• _Exercise prompt_
Wherever the string "reading" shows up in the material below, copy that line.
*-*-*
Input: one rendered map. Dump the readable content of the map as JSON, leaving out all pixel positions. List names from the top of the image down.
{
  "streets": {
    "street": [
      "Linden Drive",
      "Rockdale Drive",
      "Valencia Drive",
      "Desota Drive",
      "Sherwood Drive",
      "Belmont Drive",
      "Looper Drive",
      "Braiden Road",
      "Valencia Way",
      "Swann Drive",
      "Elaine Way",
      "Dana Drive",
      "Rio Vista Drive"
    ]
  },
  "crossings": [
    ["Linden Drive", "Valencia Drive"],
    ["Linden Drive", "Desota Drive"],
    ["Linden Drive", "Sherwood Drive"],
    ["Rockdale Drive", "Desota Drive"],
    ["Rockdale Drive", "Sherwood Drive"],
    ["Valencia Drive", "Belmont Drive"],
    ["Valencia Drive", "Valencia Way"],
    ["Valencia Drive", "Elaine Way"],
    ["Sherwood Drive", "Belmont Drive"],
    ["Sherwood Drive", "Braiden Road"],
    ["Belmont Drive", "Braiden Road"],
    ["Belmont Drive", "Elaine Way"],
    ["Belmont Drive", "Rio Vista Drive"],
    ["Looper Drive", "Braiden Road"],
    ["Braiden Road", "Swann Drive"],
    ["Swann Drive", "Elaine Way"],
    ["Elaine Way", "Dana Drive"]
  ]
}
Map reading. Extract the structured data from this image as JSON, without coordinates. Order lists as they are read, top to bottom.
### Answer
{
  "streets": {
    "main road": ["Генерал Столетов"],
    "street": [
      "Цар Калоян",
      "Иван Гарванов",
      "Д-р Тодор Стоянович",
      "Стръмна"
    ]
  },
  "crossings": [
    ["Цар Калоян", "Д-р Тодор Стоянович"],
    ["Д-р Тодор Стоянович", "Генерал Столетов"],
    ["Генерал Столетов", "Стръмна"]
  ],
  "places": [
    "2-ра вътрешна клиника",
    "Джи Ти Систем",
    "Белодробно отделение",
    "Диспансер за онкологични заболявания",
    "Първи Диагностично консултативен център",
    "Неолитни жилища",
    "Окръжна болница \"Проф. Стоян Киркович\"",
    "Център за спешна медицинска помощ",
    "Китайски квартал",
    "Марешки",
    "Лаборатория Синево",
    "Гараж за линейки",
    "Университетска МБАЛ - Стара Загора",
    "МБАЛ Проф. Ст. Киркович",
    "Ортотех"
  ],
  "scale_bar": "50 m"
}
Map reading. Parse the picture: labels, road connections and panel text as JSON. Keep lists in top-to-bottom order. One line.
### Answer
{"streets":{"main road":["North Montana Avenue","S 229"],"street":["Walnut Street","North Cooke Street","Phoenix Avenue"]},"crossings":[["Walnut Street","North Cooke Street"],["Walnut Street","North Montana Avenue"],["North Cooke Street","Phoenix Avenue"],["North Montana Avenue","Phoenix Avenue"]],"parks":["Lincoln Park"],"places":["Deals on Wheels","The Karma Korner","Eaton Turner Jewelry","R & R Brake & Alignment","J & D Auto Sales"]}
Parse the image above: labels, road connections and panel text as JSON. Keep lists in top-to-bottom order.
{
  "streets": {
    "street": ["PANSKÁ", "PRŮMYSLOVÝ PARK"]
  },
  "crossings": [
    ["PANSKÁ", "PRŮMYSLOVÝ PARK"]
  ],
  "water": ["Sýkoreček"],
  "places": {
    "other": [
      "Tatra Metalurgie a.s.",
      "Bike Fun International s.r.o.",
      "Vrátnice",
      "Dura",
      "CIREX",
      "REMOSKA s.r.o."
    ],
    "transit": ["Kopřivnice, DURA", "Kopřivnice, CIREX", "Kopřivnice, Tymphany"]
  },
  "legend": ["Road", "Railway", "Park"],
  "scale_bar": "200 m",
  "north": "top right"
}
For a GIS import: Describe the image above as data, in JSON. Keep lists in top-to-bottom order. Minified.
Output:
*-*-*
• _Output of the task_
Map reading. Extract the structured data from this image as JSON, without coordinates. Order lists as they are read, top to bottom.
Map reading. Parse the picture: labels, road connections and panel text as JSON. Keep lists in top-to-bottom order. One line.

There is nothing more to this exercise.